It had to happen eventually, but it was a remarkable record. The self-unloading bulk carrier Melvin H. Baker has finally gone to the scrap yard after a lengthy career of 53 years.
This pioneering vessel was built in 1956 by A.G. Weser of Bremen to a conceptual design by the visionary Ole Skaarup. Skaarup, a New York shipowner, conceived of a bulk carrier with an octagonal shaped hold, and a conveyor system, which would speed unloading. Although given credit for this concept, it was not original- Great Lakes ships had variations on it- as did the gypsum carriers of Fundy Gypsum (US Gypsum)- but Skaarup carried it off with his customary panache, and took credfit for it.
Melvin H. Baker was built to carry gypsum from the then new National Gypsum pier in Dartmouth to US east coast ports, and made its first call August 1, 1956, fresh from the shipyard. For the next 38 years it plowed a furrow up and down the coast with gypsum.
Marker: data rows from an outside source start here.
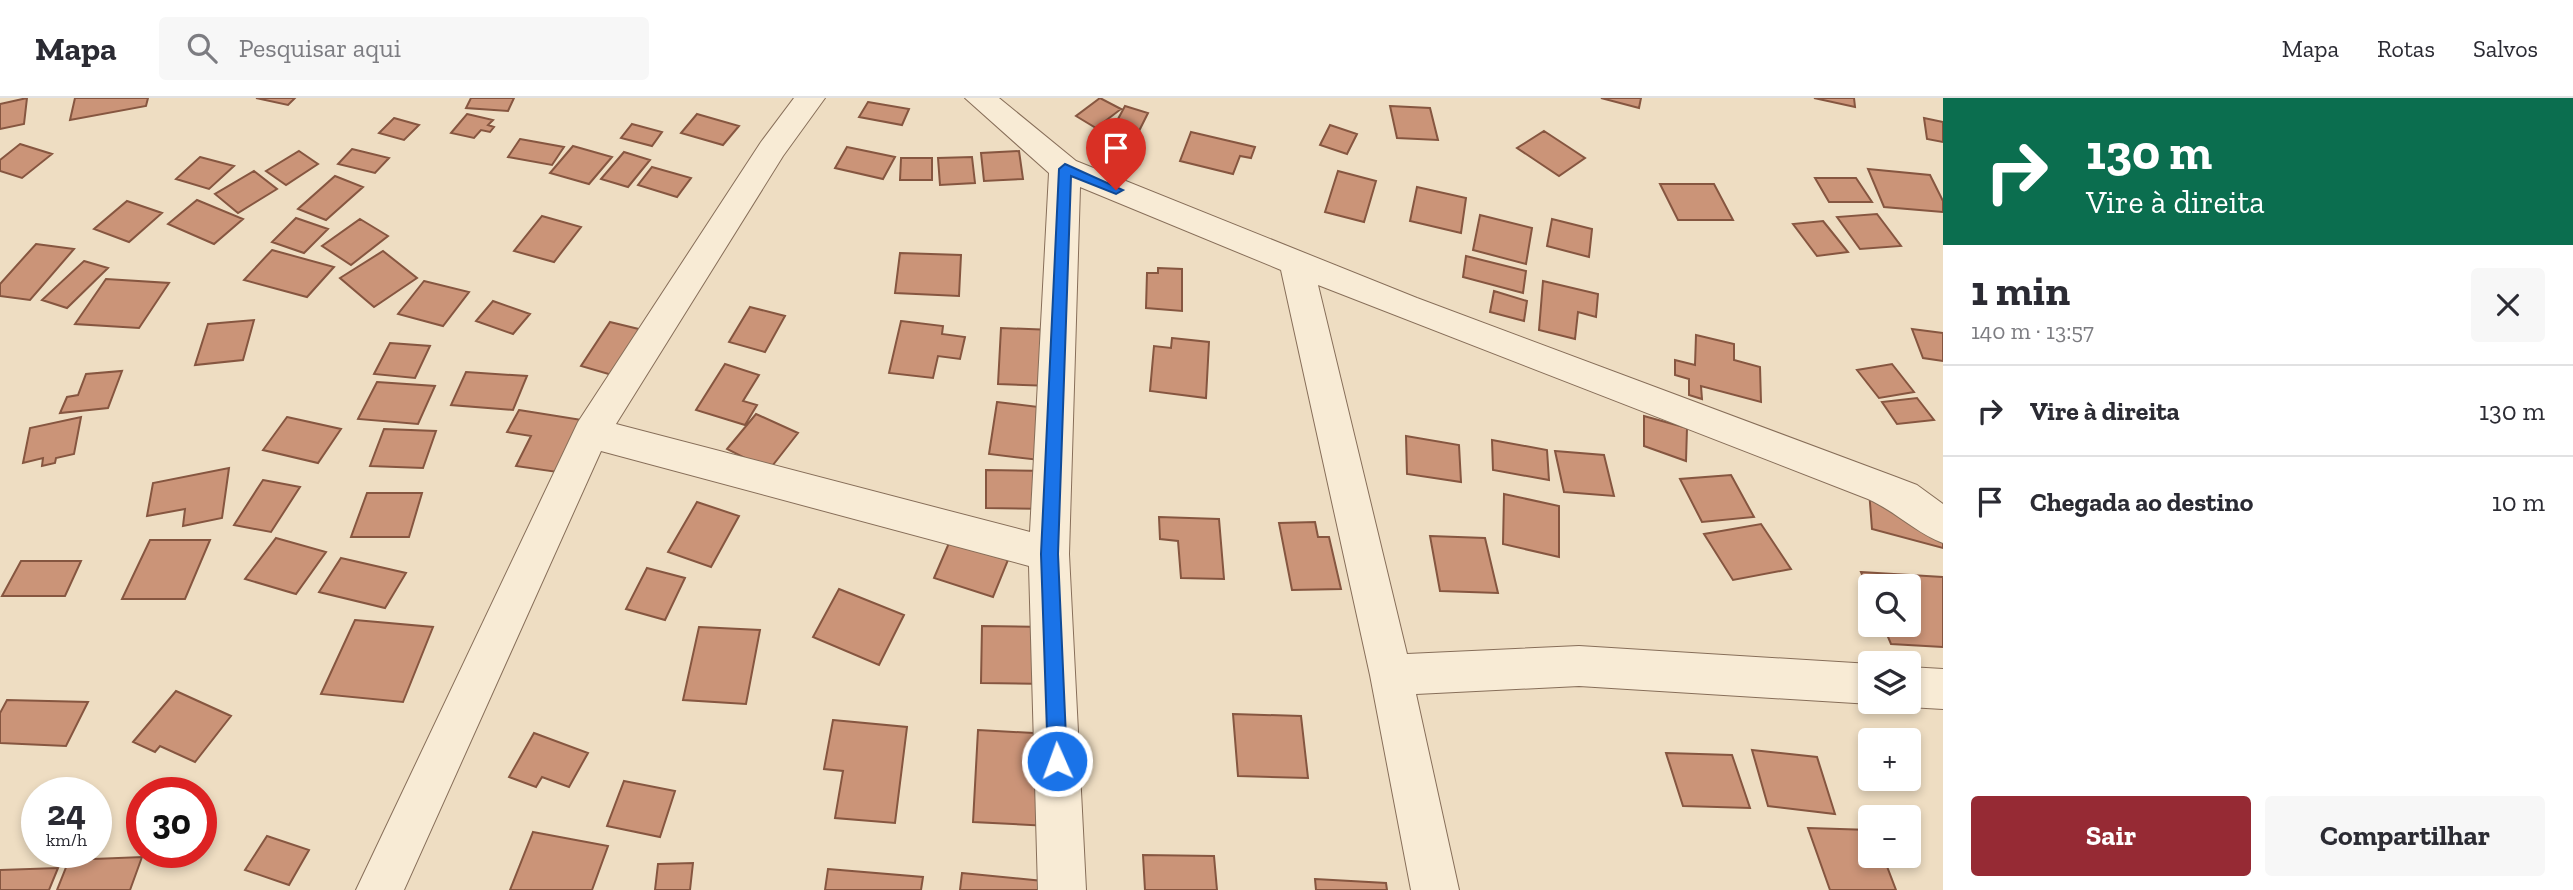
<!DOCTYPE html>
<html lang="pt">
<head>
<meta charset="utf-8">
<style>
  :root { --surface:#fff; --page:#f7f7f7; --text:#2b2b33; --muted:#7c7c81; --line:#e1e1e2; --accent:#962a34 }
  body { margin:0; font-family:"Zilla Slab",serif; background:var(--page); color:var(--text); height:100vh; display:flex; flex-direction:column; font-size:26px; white-space:nowrap }
  * { box-sizing:border-box; margin:0 }
  p { font-size:23px; color:var(--muted) }
  .icon { flex:none; width:38px; height:38px; fill:none; stroke:currentColor; stroke-width:2; stroke-linecap:round; stroke-linejoin:round }
  .map { position:relative; flex:1; overflow:hidden }
  .sheet { display:flex; flex-direction:column; background:var(--surface); width:630px }
  .sheet>* { flex:none }
  .guide { background:#0b6e4f; color:#fff; overflow:hidden }
  .buttons { position:absolute; left:1858px; top:476px; display:grid; gap:14px }
  .buttons a { display:grid; place-items:center; width:63px; height:63px; border-radius:7px; background:var(--surface); box-shadow:0 4px 10px #0003; font-size:35px }
  .speed { position:absolute; left:21px; top:679px; display:flex; gap:14px; font-size:35px; font-weight:700; text-align:center }
  .speed>* { display:grid; place-content:center; width:91px; height:91px; border-radius:50%; background:var(--surface); box-shadow:0 4px 10px #0003; line-height:1 }
  .speed small { font-size:18px; font-weight:400 }
  .speed .limit { border:10px solid #d22; background:#fff; color:#111 }
  .pin { position:absolute; display:grid; place-items:center; width:60px; height:60px; color:#fff; margin:-72px -30px; border-radius:50% 50% 50% 0; rotate:-45deg; box-shadow:0 0 7px #0007 }
  .pin .icon { rotate:45deg }
  .me { position:absolute; width:77px; margin:-38px; rotate:358deg; stroke-linejoin:round; filter:drop-shadow(0 0 5px #0008) }
  .turn { display:flex; align-items:center; gap:24px; height:147px; padding:0 28px; font-size:32px }
  .turn .icon { width:91px; height:91px; stroke-width:2.5 }
  .turn b { display:block; font-size:49px; line-height:60px }
  .round { display:grid; place-items:center; flex:none; width:74px; height:74px; border-radius:7px; background:var(--page) }
  .headline { display:flex; align-items:center; justify-content:space-between; height:119px; padding:0 28px }
  h1 { font-size:42px; font-weight:700; line-height:52px }
  .cta { display:flex; gap:14px; margin-top:auto; padding:14px 28px }
  .cta a { flex:1; height:80px; border-radius:7px; background:var(--accent); color:#fff; font-size:28px; font-weight:700; line-height:80px; text-align:center }
  .cta a+a { background:var(--page); color:var(--text) }
  ul { padding:0; list-style:none }
  li { display:flex; align-items:center; gap:21px; height:91px; padding:0 28px; border-top:2px solid var(--line) }
  li div { flex:1 }
  li b { display:block; font-size:26px }
  li em { font-style:normal }
  header { display:flex; align-items:center; gap:42px; box-sizing:border-box; height:98px; padding:0 35px; background:var(--surface); border-bottom:2px solid var(--line) }
  header strong { font-size:33px }
  nav { display:flex; gap:38px; margin-inline-start:auto; font-size:24px }
  .search { width:490px; height:63px; background:var(--page); display:flex; align-items:center; gap:18px; box-sizing:border-box; padding:0 24px; border-radius:7px; color:var(--muted); font-size:26px }
  main { display:flex; flex:1; min-height:0 }
  .map>svg:first-child { display:block }
  .building { fill:#cb9478; stroke:#865640; stroke-width:2 }
  .lines { fill:none; stroke-linecap:round; stroke-linejoin:round }
  .minor-casing { stroke:#876e59; stroke-width:2 }
  .minor { fill:#f8ebd5; fill-rule:evenodd }
  .route { fill:#1a73e8; stroke:#114b97; stroke-width:2 }
</style>
</head>
<body>
<header>
<strong>Mapa</strong>
<div class="search"><svg class="icon" aria-label="search" viewBox="0 0 24 24"><circle cx="10" cy="10" r="6"/><path d="M15 15l6 6"/></svg>Pesquisar aqui</div>
<nav><a>Mapa</a><a>Rotas</a><a>Salvos</a></nav>
</header>
<main>
<div class="map">
<svg width="1943" height="792" viewBox="0 0 1943 792">
  <rect width="100%" height="100%" fill="#eeddc2"/>
  <path class="building" d="M27,0L24,26L0,31V6Z
    M75,0H148L146,8L70,22Z
    M256,0H295L288,7Z
    M471,0H514L508,13L466,10Z
    M1100,0L1121,11L1096,30L1076,18Z
    M1601,0H1641L1639,10Z
    M1854,0L1855,9L1814,0Z
    M868,4L909,11L902,27L859,19Z
    M1125,8L1148,15L1135,41L1111,34Z
    M1390,8L1430,10L1438,42L1397,40Z
    M467,16L493,22L488,27L494,29L490,34L481,32L474,40L451,35Z
    M697,16L739,28L723,47L681,35Z
    M394,20L419,27L404,42L379,35Z
    M1924,20L1943,24V44L1927,41Z
    M632,26L662,34L652,48L621,40Z
    M1330,27L1357,36L1347,56L1320,47Z
    M1544,33L1585,60L1559,78L1517,50Z
    M1191,34L1255,49L1251,60L1240,58L1233,76L1180,63Z
    M520,41L564,49L552,67L508,59Z
    M20,46L52,56L22,80L0,73V62Z
    M573,48L612,59L589,86L550,75Z
    M847,49L895,59L883,81L835,70Z
    M352,51L389,60L375,75L338,66Z
    M299,53L318,66L286,87L266,73Z
    M1019,53L1023,81L984,83L981,55Z
    M624,54L650,62L628,89L601,81Z
    M200,59L234,68L209,91L176,81Z
    M972,59L975,85L940,87L938,60Z
    M901,60H932V82H900Z
    M652,69L691,80L677,99L638,87Z
    M1868,71L1930,77L1943,103V114L1884,109Z
    M254,73L277,91L238,115L215,96Z
    M1338,73L1376,83L1364,124L1325,114Z
    M335,78L363,89L326,122L298,111Z
    M1815,80H1856L1872,104H1829Z
    M1660,86H1714L1733,122H1678Z
    M1417,89L1466,100L1461,135L1410,123Z
    M197,102L243,121L214,146L168,126Z
    M127,103L162,115L129,144L94,131Z
    M1877,116L1901,148L1860,151L1837,119Z
    M1480,117L1532,130L1526,166L1473,152Z
    M542,118L581,129L554,164L514,153Z
    M296,120L328,131L304,155L272,144Z
    M360,121L388,138L351,167L322,148Z
    M1552,121L1592,131L1589,159L1547,148Z
    M1823,123L1848,154L1817,158L1793,126Z
    M36,146L74,151L30,202L0,198V186Z
    M272,152L334,169L307,199L244,182Z
    M383,153L417,180L374,209L340,180Z
    M900,155L961,157L959,198L895,195Z
    M1466,158L1526,173L1523,195L1463,179Z
    M84,163L108,170L67,210L42,202Z
    M1158,170L1182,171V213L1146,210L1147,175H1158Z
    M106,181L169,185L139,230L75,226Z
    M424,183L469,194L443,228L398,216Z
    M1543,183L1598,196L1596,219L1578,214L1575,241L1539,232Z
    M1494,193L1527,203L1524,223L1490,214Z
    M493,203L530,216L513,236L476,223Z
    M750,209L785,218L765,254L729,244Z
    M254,222L243,262L195,267L208,226Z
    M901,223L943,228L942,236L965,239L960,261L938,258L933,280L889,275Z
    M610,224L655,235L626,281L581,268Z
    M1001,230L1053,232L1052,288L998,286Z
    M1912,231L1943,235V263L1923,260Z
    M1696,237L1734,246V262L1760,269L1761,304L1701,288L1702,301L1689,297V281L1675,277V262L1695,267Z
    M1172,240L1209,244L1206,300L1150,293L1154,248L1171,250Z
    M390,245L430,248L415,280L374,276Z
    M725,266L759,277L743,303L757,307L745,327L696,312Z
    M1892,266L1914,294L1879,300L1857,272Z
    M122,273L108,310L60,315L67,299L78,297L86,276Z
    M466,274L527,278L513,312L451,307Z
    M377,284L435,288L418,326L358,321Z
    M1917,300L1934,322L1897,326L1882,304Z
    M997,304L1055,311L1048,363L989,356Z
    M519,312L588,323L564,375L516,368L531,338L507,334Z
    M756,316L798,335L769,372L727,351Z
    M1644,318L1687,330L1686,363L1644,348Z
    M81,319L74,356L56,360L55,365L42,368L43,360L23,365L30,330Z
    M287,319L341,331L318,365L263,352Z
    M384,331L436,333L423,370L370,368Z
    M1406,338L1459,347L1461,384L1407,376Z
    M1492,342L1547,352L1549,382L1493,372Z
    M1555,353L1604,357L1614,398L1564,394Z
    M229,370L222,420L183,428L185,411L147,418L153,385Z
    M986,372L1048,373L1049,411L986,410Z
    M1731,377L1754,419L1702,424L1680,381Z
    M263,382L300,389L271,434L234,427Z
    M1869,392L1943,412V450L1872,431Z
    M367,395H422L409,439H351Z
    M1504,396L1559,408V459L1503,446Z
    M697,404L739,418L711,469L668,454Z
    M1159,419L1219,421L1224,481L1181,480L1178,443L1160,441Z
    M1315,424L1318,439H1329L1341,491L1292,492L1279,425Z
    M1761,426L1791,471L1733,482L1704,436Z
    M1430,438L1485,440L1498,495L1440,493Z
    M276,440L326,454L296,496L245,481Z
    M150,442H210L185,501H122Z
    M949,445L1008,462L993,499L934,480Z
    M341,460L406,475L385,510L319,494Z
    M21,463H81L65,498H2Z
    M647,470L685,480L665,522L626,511Z
    M1861,474L1943,479V549L1891,546L1883,527H1909V488H1871V497Z
    M839,491L904,517L879,567L813,539Z
    M355,522L433,529L403,604L321,596Z
    M982,528L1047,529L1049,586L981,585Z
    M699,529L760,532L746,606L683,602Z
    M176,593L231,618L195,664L160,648L155,654L133,644Z
    M7,602L88,604L66,648L0,645V615Z
    M1233,616L1301,618L1308,680L1238,678Z
    M833,622L907,629L895,725L835,720L843,673L824,671Z
    M978,632L1051,636L1049,728L973,724Z
    M534,635L588,655L569,689L542,679L536,689L509,679Z
    M1752,652L1817,659L1835,716L1768,708Z
    M1666,655L1732,657L1750,710L1683,708Z
    M624,683L675,693L660,739L607,728Z
    M1808,730L1871,732V758H1883L1896,792H1830Z
    M533,734L608,748L592,792H510Z
    M267,738L309,752L289,787L245,772Z
    M1143,757L1214,758L1217,792H1145Z
    M142,759L130,792H57L69,762Z
    M693,765L690,792H655L658,766Z
    M58,770L49,792H0V772Z
    M828,771L923,779L921,792H825Z
    M962,775L1053,784L1052,792H960Z
    M1315,781L1386,785L1387,792H1316Z"/>
  <g class="lines">
    <g class="minor-casing">
      <path id="minor" d="M794,0H825L783,58L616,326L1030,434L1049,75L965,0H999L1076,63L1417,200L1896,379L1917,387L1943,406V445C1916,435 1895,413 1868,401L1318,187L1407,556L1579,548L1871,566V604H1877L1871,606L1579,588L1416,596L1459,792H1411L1370,577L1281,172L1080,89L1069,456L1086,792H1038L1029,468L601,353L404,792H356L578,324L761,44Z
        M1909,569L1943,571V611L1909,609L1895,604H1909Z"/>
    </g>
    <use href="#minor" class="minor"/>
  </g>
  <path class="route" d="M1065,66L1123,92L1116,96L1071,78L1058,456L1067,663L1064,669L1057,672L1051,669L1048,663L1041,456L1059,71Z"/>
</svg>
<div class="buttons">
<a><svg class="icon" aria-label="search" viewBox="0 0 24 24"><circle cx="10" cy="10" r="6"/><path d="M15 15l6 6"/></svg></a>
<a><svg class="icon" aria-label="layers" viewBox="0 0 24 24"><path d="M12 4l9 5-9 5-9-5zM3 14l9 5 9-5"/></svg></a>
<a>+</a>
<a>−</a>
</div>
<div class="speed"><div>24<small>km/h</small></div><div class="limit">30</div></div>
<div class="pin" style="left:1116px;top:92px;background:#d93025"><svg class="icon" aria-label="arrive" viewBox="0 0 24 24"><path d="M6 21V4h12l-3 4 3 4H6"/></svg></div>
<svg class="me" style="left:1057px;top:663px" viewBox="-20 -20 40 40"><circle r="17" fill="#1a73e8" stroke="#fff" stroke-width="3"/><path d="M0-11L8 9 0 5-8 9z" fill="#fff"/></svg>
</div>
<section class="sheet">
<div class="guide">
<div class="turn"><svg class="icon" aria-label="right" viewBox="0 0 24 24"><path d="M7 20v-9h11M14 6l5 5-5 5"/></svg><div><b>130 m</b>Vire à direita</div></div>
</div>
<div class="headline"><div><h1>1 min</h1><p>140 m · 13:57</p></div><a class="round"><svg class="icon" aria-label="close" viewBox="0 0 24 24"><path d="M6 6l12 12M18 6L6 18"/></svg></a></div>
<ul>
<li><svg class="icon" aria-label="right" viewBox="0 0 24 24"><path d="M7 20v-9h11M14 6l5 5-5 5"/></svg><div><b>Vire à direita</b></div><em>130 m</em></li>
<li><svg class="icon" aria-label="arrive" viewBox="0 0 24 24"><path d="M6 21V4h12l-3 4 3 4H6"/></svg><div><b>Chegada ao destino</b></div><em>10 m</em></li>
</ul>
<div class="cta"><a>Sair</a><a>Compartilhar</a></div>
</section>
</main>
</body>
</html>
Aside from two trips to Rotterdam with coal, it carried on in the gypsum trade until its last visit to Halifax March 9, 1994. Even then it took a full load to Baltimore. The ship was named for the founder of the National Gypsum Company and a native of Buffalo, New York, and was on long term charter to National Gypsum from Skaarup Shipping Corp through various intermediaries. Her 1400th call in Dartmouth was marked in July of 1987, so it is likely that she made well over 1500 port visits in her lifetime- a record for the port of Halifax for one ship.
Skaarup sold the ship in 1994, but maintained the management, as the ship sailed from New York March 26, 1994 for Rijeka where she had a refit. Her new owners, Hon Tai Shipping of Taiwan, put her to work in the far east and so she soldiered on until December 24, 2009 when she was delivered to ship breakers, still bearing her original name.
It was an unparalleled career for a ship.
Although the photo was taken on December 25, 1986 it could have been taken many times over. She is seen passing Seaview Park inbound for National Gypsum. The distinctive protuberence on her stern houses conveyors that would be extended out from the ship's sides when unloading. The system is still in use today on another Skaarup ship Georgia S (presently anchored in Bedford Basin) but has become something of a liability, as it restricts the ship to only certain unloading ports that are suited to those conveyors. The more typical deck mounted slewing boom, used by Great Lakes type ships, allows the cargo to be unloaded just about anywhere.